**Assignment**
Repeat the data exactly, so that every line matches the original.

[Opening Stored data section]

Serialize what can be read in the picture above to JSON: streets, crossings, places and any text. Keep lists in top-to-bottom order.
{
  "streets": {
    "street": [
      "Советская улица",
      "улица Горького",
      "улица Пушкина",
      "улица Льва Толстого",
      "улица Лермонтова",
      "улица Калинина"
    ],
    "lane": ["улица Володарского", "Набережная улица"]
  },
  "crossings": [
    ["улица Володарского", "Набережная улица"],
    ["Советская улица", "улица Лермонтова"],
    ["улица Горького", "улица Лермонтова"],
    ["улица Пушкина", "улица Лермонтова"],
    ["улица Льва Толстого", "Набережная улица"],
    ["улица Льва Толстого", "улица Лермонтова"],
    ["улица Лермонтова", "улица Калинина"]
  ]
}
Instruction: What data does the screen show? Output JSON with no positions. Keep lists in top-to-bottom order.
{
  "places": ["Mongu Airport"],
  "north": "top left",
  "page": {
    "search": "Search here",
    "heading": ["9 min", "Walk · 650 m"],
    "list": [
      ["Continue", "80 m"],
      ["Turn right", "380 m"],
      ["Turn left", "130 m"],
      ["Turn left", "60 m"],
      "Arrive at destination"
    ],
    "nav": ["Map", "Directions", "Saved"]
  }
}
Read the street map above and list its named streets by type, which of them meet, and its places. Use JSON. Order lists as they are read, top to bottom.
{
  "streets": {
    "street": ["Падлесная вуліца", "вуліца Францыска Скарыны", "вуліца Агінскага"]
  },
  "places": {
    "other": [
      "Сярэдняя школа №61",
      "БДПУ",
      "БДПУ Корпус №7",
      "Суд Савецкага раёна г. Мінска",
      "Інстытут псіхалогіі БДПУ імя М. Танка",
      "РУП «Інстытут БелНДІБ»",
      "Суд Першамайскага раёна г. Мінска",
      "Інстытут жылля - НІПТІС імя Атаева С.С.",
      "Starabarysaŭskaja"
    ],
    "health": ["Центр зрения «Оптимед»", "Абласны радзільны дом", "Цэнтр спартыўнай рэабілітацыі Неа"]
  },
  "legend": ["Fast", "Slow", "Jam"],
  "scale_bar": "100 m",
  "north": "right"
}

[Closing Stored data section]

**Answer space**
Serialize what can be read in the picture above to JSON: streets, crossings, places and any text. Keep lists in top-to-bottom order.
{
  "streets": {
    "street": [
      "Советская улица",
      "улица Горького",
      "улица Пушкина",
      "улица Льва Толстого",
      "улица Лермонтова",
      "улица Калинина"
    ],
    "lane": ["улица Володарского", "Набережная улица"]
  },
  "crossings": [
    ["улица Володарского", "Набережная улица"],
    ["Советская улица", "улица Лермонтова"],
    ["улица Горького", "улица Лермонтова"],
    ["улица Пушкина", "улица Лермонтова"],
    ["улица Льва Толстого", "Набережная улица"],
    ["улица Льва Толстого", "улица Лермонтова"],
    ["улица Лермонтова", "улица Калинина"]
  ]
}
Instruction: What data does the screen show? Output JSON with no positions. Keep lists in top-to-bottom order.
{
  "places": ["Mongu Airport"],
  "north": "top left",
  "page": {
    "search": "Search here",
    "heading": ["9 min", "Walk · 650 m"],
    "list": [
      ["Continue", "80 m"],
      ["Turn right", "380 m"],
      ["Turn left", "130 m"],
      ["Turn left", "60 m"],
      "Arrive at destination"
    ],
    "nav": ["Map", "Directions", "Saved"]
  }
}
Read the street map above and list its named streets by type, which of them meet, and its places. Use JSON. Order lists as they are read, top to bottom.
{
  "streets": {
    "street": ["Падлесная вуліца", "вуліца Францыска Скарыны", "вуліца Агінскага"]
  },
  "places": {
    "other": [
      "Сярэдняя школа №61",
      "БДПУ",
      "БДПУ Корпус №7",
      "Суд Савецкага раёна г. Мінска",
      "Інстытут псіхалогіі БДПУ імя М. Танка",
      "РУП «Інстытут БелНДІБ»",
      "Суд Першамайскага раёна г. Мінска",
      "Інстытут жылля - НІПТІС імя Атаева С.С.",
      "Starabarysaŭskaja"
    ],
    "health": ["Центр зрения «Оптимед»", "Абласны радзільны дом", "Цэнтр спартыўнай рэабілітацыі Неа"]
  },
  "legend": ["Fast", "Slow", "Jam"],
  "scale_bar": "100 m",
  "north": "right"
}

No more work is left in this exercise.